“Now turn around.”
He turned around, his hands in the air.
“Please don’t shoot me,” he said, still turning slowly. “Like I told your wife, I’m just passing through. Heading back to Colorado where my family lives. Not here to hurt anyone. Didn’t know anyone lived in these parts.”
He made two full turns and was on his third when I told him to stop.
“Now remove the backpack.”
The man did not remove the backpack.
“This is all I have,” he explained instead, his hands still up, his back facing me. “If you take my gear it’s the same as killing me—might as well just shoot me, man.”
“Removethe backpack.” I forced the words through clenched teeth.
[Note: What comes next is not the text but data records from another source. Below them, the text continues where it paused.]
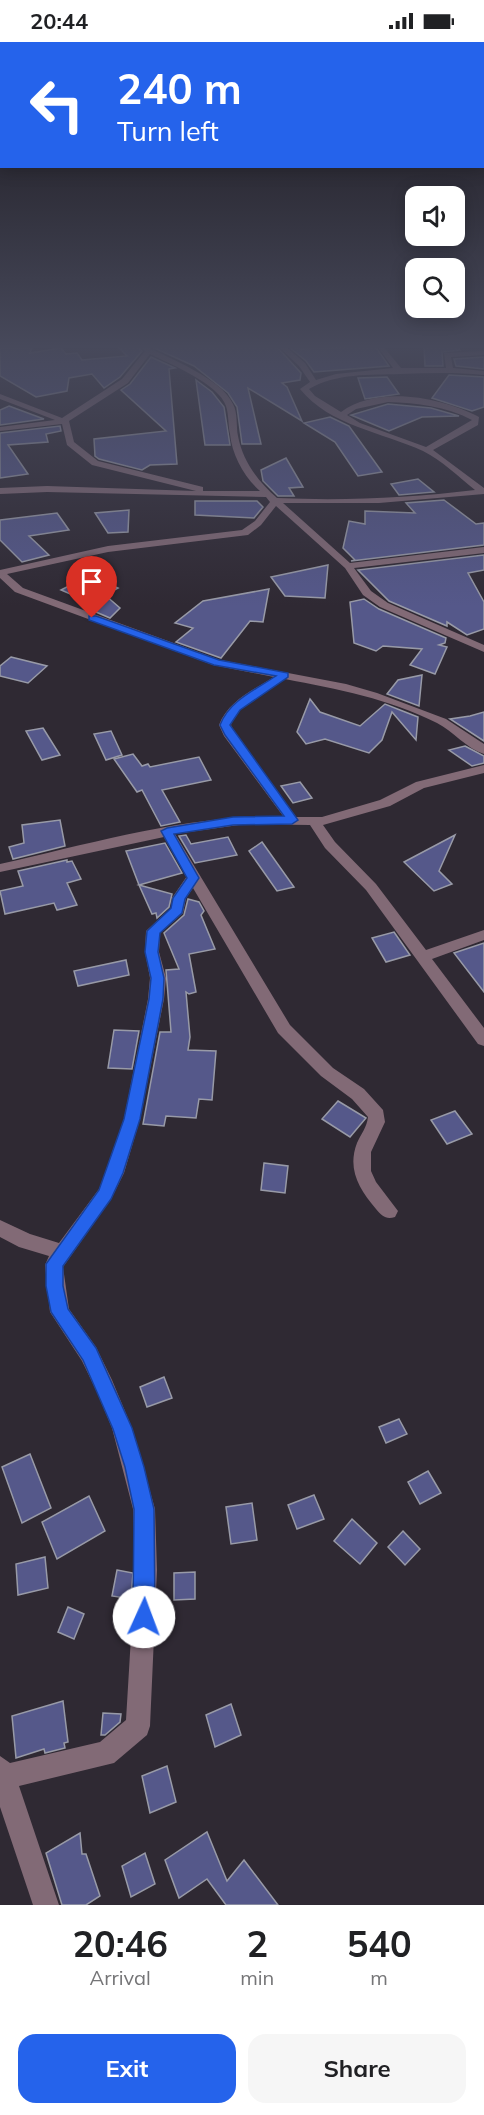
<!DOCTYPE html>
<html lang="en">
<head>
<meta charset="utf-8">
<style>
	body { margin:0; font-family:Mulish,sans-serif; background:#f6f6f6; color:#202124; height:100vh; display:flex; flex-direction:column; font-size:22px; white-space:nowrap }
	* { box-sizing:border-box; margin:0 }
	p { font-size:20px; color:#757577 }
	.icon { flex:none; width:33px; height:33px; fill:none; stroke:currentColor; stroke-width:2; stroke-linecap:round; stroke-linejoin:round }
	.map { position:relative; height:1863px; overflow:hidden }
	.drawer { display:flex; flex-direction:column; background:#fff; flex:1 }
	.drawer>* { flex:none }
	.top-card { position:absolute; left:0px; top:0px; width:484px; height:126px; box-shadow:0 3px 15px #0003; background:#2563eb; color:#fff; overflow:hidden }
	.controls { position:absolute; left:405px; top:144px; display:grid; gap:12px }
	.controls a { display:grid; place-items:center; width:60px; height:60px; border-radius:12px; background:#fff; box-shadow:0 3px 15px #0003; font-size:30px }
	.pin { position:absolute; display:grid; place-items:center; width:51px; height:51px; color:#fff; margin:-62px -26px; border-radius:50% 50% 50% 0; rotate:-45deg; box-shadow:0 0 6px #0007 }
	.pin .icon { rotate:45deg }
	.me { position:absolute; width:66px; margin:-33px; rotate:2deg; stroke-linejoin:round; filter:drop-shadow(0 0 4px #0008) }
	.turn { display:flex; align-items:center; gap:21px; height:126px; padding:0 18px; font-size:27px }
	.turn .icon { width:78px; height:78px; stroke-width:2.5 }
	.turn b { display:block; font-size:42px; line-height:51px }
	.eta { display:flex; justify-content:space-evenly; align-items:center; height:102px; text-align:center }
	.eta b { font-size:36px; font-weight:700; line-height:42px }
	.primary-button { display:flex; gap:12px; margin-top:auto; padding:12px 18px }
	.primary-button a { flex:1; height:69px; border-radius:18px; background:#2563eb; color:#fff; font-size:24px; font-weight:700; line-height:69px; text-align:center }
	.primary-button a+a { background:#f6f6f6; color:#202124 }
	.status { display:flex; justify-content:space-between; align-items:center; height:42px; padding:0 30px; background:#fff; direction:ltr }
	.status svg { height:16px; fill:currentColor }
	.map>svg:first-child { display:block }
	.building { fill:#55588a; stroke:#989aa7; stroke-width:1.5 }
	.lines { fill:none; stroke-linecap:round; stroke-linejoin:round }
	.minor { fill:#826a76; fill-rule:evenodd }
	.route { fill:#2563eb; stroke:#184099; stroke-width:1.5 }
</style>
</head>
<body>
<div class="status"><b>20:44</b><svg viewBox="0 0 49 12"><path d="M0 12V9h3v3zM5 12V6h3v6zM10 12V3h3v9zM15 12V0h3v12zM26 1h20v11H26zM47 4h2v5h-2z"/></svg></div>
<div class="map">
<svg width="484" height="1863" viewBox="0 0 484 1863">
	<rect width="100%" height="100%" fill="#2f2933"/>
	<g class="building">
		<polygon points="117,304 136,304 142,309 120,335 104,346 92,332 69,336 67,349 36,355 0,334 0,306 32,306 30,311 61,306 66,312 77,311 82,318 127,314"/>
		<polygon points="150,304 276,304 301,331 300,338 282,341 287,345 302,379 248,346 261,402 242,402 237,365 228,351 194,324"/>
		<polygon points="288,304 296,304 300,307 375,304 389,324 314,330 306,319"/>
		<polygon points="424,304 458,304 460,308 442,310 443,324 425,324"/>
		<polygon points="151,315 175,326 169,327 177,422 150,423 142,428 99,417 95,414 94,397 166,389 121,348 130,342"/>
		<polygon points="484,315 484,327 456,324 454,317"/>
		<polygon points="449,333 484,335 484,365 472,369 432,356"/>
		<polygon points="387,335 399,352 365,357 358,336"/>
		<polygon points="196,338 212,350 224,365 230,403 205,403"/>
		<polygon points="388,362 431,366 459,374 422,375 389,389 351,373"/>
		<polygon points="9,364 44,377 0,383 0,368"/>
		<polygon points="330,375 349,384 382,430 358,434 335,400 304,381"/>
		<polygon points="60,384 61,389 46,392 48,400 8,403 28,432 0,436 0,391"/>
		<polygon points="286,416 303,445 289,446 294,454 278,454 263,439 261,428"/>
		<polygon points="418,437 434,450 399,453 391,442"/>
		<polygon points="444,458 476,482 484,481 484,503 351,519 355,518 343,506 349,479 365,482 365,469 415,471 406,461"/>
		<polygon points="195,459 257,459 263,465 254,476 195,473"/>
		<polygon points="129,468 128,490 108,491 95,471"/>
		<polygon points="57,471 69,488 29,494 49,513 22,520 0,498 0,478"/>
		<polygon points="484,513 484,528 468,531 484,560 484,587 467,593 447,580 447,584 389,559 358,528"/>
		<polygon points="328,523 325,556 285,554 271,535"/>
		<polygon points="90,533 118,546 105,553 120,566 110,576 96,570 82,557 61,548"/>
		<polygon points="269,547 263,580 250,579 221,616 176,600 193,586 175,581 203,559"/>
		<polygon points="364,557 379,567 446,596 445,601 439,603 447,605 435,632 410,623 422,607 383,604 376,609 354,601 350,560"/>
		<polygon points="11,615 47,624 28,641 0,634 0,624"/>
		<polygon points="422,633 419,664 387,652 398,638"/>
		<polygon points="310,657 320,670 360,684 385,662 400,668 418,675 416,698 392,670 382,698 369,711 325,697 306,702 297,690"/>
		<polygon points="484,670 484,699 450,677 470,674"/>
		<polygon points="43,686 60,713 42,718 26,689"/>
		<polygon points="111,689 122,713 106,718 94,692"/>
		<polygon points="465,704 484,714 484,721 472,724 449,708"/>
		<polygon points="133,712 142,724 148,722 150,725 199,715 211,738 162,748 180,780 161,784 142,748 137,750 114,717"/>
		<polygon points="300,740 312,756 293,761 281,744"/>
		<polygon points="60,778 65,804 13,817 9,805 24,801 22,783"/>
		<polygon points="186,793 191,802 228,795 237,813 195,821 179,794"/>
		<polygon points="455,793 439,829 452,842 434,849 404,820"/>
		<polygon points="262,800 294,845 277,849 249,809"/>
		<polygon points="165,801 182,831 139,843 172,852 169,865 157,876 156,871 152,872 139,843 126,809"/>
		<polygon points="67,818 67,820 72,819 81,837 67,841 77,863 57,868 54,861 5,872 0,849 23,844 18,829"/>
		<polygon points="188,857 199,860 204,869 201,873 215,907 189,912 196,950 189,952 186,950 190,995 188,1008 216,1009 212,1058 199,1057 196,1076 166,1074 164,1084 143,1082 160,990 171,990 166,928 179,927 164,891 184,873"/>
		<polygon points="394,890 410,913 386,920 372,896"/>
		<polygon points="484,901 484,950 454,911"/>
		<polygon points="126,918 129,933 78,944 74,929"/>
		<polygon points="114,988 139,989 132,1027 108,1026"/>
		<polygon points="338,1059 366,1076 350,1095 322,1077"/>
		<polygon points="455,1069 472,1092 447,1102 431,1078"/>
		<polygon points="264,1121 288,1124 285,1151 261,1148"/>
		<polygon points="164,1335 172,1356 147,1365 140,1345"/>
		<polygon points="399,1377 407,1392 386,1401 379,1385"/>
		<polygon points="30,1412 51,1466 22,1481 2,1425"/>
		<polygon points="428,1429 441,1451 420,1462 408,1440"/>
		<polygon points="314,1453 324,1477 297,1487 288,1463"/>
		<polygon points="89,1454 105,1489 57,1517 42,1480"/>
		<polygon points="252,1461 257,1498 231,1502 226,1465"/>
		<polygon points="352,1477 377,1501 360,1522 334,1499"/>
		<polygon points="403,1489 420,1507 405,1523 388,1505"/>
		<polygon points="45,1515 48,1546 18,1553 16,1522"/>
		<polygon points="117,1528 133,1531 131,1557 112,1554"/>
		<polygon points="195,1530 195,1557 174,1558 174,1531"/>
		<polygon points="68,1565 84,1572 74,1597 58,1590"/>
		<polygon points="63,1659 68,1700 64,1701 65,1706 45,1711 44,1707 16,1716 12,1674"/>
		<polygon points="231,1662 241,1693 215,1705 206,1673"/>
		<polygon points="103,1671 121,1672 120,1680 105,1693 101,1693"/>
		<polygon points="167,1724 176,1760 150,1771 142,1734"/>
		<polygon points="207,1790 227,1839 244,1818 278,1863 226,1863 207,1837 179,1856 165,1818"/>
		<polygon points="80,1791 82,1812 86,1812 100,1854 86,1863 62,1863 46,1811"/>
		<polygon points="145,1811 155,1842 131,1855 122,1824"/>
	</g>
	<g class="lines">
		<path class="minor" d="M138,304H146C170,317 221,336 233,362C238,371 236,385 238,394C243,420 258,439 277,456C343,459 410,456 475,448C459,435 441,418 423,409C382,390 330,384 300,347L310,340L299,324L278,304H285L305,321L316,338L336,332L393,326L377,304H383L401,326H446L444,311L484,309V313L451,315L453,326L484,329V333C455,330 428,331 400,332C370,333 336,331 309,347L315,354L341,370C378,343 441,355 479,375L478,383L433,408L484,446V452L379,461H283L350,521L484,505V511L354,526L371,549L388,561L484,603V610L380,565L363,553L345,526L276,464L261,483L248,493L108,510L7,532L23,546L220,618L346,642L377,651L446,677L484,702V712C467,707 453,689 437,681C390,657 337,647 285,637L240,667L234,673L231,683L234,691L296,775H322L380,758L416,740L484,723V731L424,746L390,764L323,783L335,800L376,842L426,908L484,888V898L432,917L484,986V1004L478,1002L366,848L325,806L310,783L246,782L175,792L290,983L333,1026L364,1047L383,1068L385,1080L371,1110V1129L376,1140L398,1169L395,1175C386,1178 382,1174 376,1167C359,1147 347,1127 357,1101C361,1092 367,1085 368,1075L352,1057L321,1034L278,991L193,846L186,856L183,871L160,891L159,910L166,936L164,957L140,1077L124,1131L111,1157L63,1225L69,1267L96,1305L112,1338L132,1386L155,1467L157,1528L150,1684L147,1693L114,1721L19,1744L59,1863H33L0,1765V1714L10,1721L100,1700L126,1678L135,1528L133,1467L112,1386L97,1350L82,1319L50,1270L45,1223L49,1214L19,1205L0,1195V1178L30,1192L59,1201L99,1147L106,1131L124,1077L148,957L150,936L145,910L146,889L171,866L172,856L187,834L164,795L0,830V822C93,801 187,773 283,774L224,694L219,683C228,659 253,648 274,635L213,623L15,550L0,536V528L108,504L242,488L255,479L270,460L266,455L47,450L0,452V446L47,444L196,449L92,423L67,403L62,382L0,389V385L55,378L0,357V352L62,376L122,337L145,309ZM150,312C170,322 219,342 226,364C229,373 228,384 230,392C232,413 244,435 260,449H203V445L98,419L74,400L69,379L128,341ZM388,360C417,361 446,364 472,378L426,405L360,381L347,373L356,367Z"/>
	</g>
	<linearGradient id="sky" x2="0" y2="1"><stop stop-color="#1a171c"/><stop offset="0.54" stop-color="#47495b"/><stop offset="1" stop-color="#47495b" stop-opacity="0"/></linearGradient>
	<rect width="484" height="564" fill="url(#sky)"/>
	<path class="route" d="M89,574H96L219,618L288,631V635L240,668L230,683L298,778L292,782L233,783L174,792L199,836L185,857L182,871L160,891L158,910L164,936L163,957L140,1077L123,1131L111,1157L63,1224V1244L68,1267L96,1306L132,1386L144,1425L154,1467L155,1575L151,1582L144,1586L137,1582L133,1575L134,1467L125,1425L113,1387L83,1318L51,1270L46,1244V1222L99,1148L124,1077L149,957L151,936L145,910L147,889L171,866L173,856L187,836L161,789L167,786L233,775L284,774L225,693L220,683C229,659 255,648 276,634L214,623L89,578Z"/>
</svg>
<div class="controls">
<a><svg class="icon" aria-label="sound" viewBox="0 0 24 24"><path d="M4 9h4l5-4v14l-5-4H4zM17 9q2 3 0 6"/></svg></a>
<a><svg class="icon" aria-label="search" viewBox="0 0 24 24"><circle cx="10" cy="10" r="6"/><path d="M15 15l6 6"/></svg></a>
</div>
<div class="pin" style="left:92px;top:576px;background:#d93025"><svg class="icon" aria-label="arrive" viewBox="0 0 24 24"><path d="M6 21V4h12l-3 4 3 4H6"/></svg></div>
<svg class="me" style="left:144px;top:1575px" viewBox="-20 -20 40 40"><circle r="19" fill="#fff"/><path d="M0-13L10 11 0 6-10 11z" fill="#2563eb"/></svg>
<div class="top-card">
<div class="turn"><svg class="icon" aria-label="left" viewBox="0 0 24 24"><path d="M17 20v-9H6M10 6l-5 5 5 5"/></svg><div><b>240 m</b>Turn left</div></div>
</div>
</div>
<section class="drawer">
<div class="eta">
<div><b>20:46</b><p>Arrival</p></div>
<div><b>2</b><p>min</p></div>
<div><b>540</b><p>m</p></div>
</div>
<div class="primary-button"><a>Exit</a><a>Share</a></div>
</section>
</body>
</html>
“He could’ve attacked me in the woods, but he didn’t.”
Not the time, love.
My boots moved swiftly over the grass as I went toward the man who still had not taken off his damn backpack, and in two seconds, the barrel of the gun was pressed to the man’s temple.
“Take off the fucking backpack.”
The man immediately took off the fucking backpack; after breaking apart several clasps, he dropped the heavy load on the ground at his feet.
“Now lift your shirt and turn. Slowly. Thais come here!”
The man lifted his shirt up to his neck with both hands and slowly turned around so I could check for hidden weapons. The man’s ribs were showing; his skin was pallid, and bruised, probably from carrying such a heavy load on his back.
“Empty his pack,” I told Thais when she came running up. “Every pocket. Every zipper. Search for weapons.”
“Atticus, I think he’s—”
“Just do it,” I ordered, glanced at her so she could see the pleading in my eyes.
Thais nodded.
She found many items in his pack, but the closest thing to a weapon other than his bowie knife was a small axe. No guns. No bullets. No prison-standard weapons made from toothbrushes or cardboard.
“What do you want?” I asked the man once more; I kept the gun trained on him.
“Can I lower my arms?” the man requested. “There’s not as much muscle on my bones as there used to be—can’t hold them up as long anymore.”
After thinking about it, and then bending to scoop up his bowie knife and axe, I nodded.
“Take them inside,” I told Thais as I put the weapons into her hand. “And put on your pants. I want your gun in your pants.”
She nodded nervously, and then scurried off toward the cabin, disappearing inside seconds later.
The moment she was gone, I shoved the gun underneath the man’s chin.
“I will not hesitate to blow your brains out of the top of your fucking head if you try anything. Am I clear?”
The man nodded, eyes wide. “I-I got you, man,” he said. “I-I got you.”
I lowered the gun, but it took everything in me. I didn’t trust the stranger then, nor would I later. There was something off about him I felt right away, and I wouldn’t make the same mistake I’d made at the farmhouse.
“My name is Mark Porter,” the man introduced, and he reached out a shaky hand.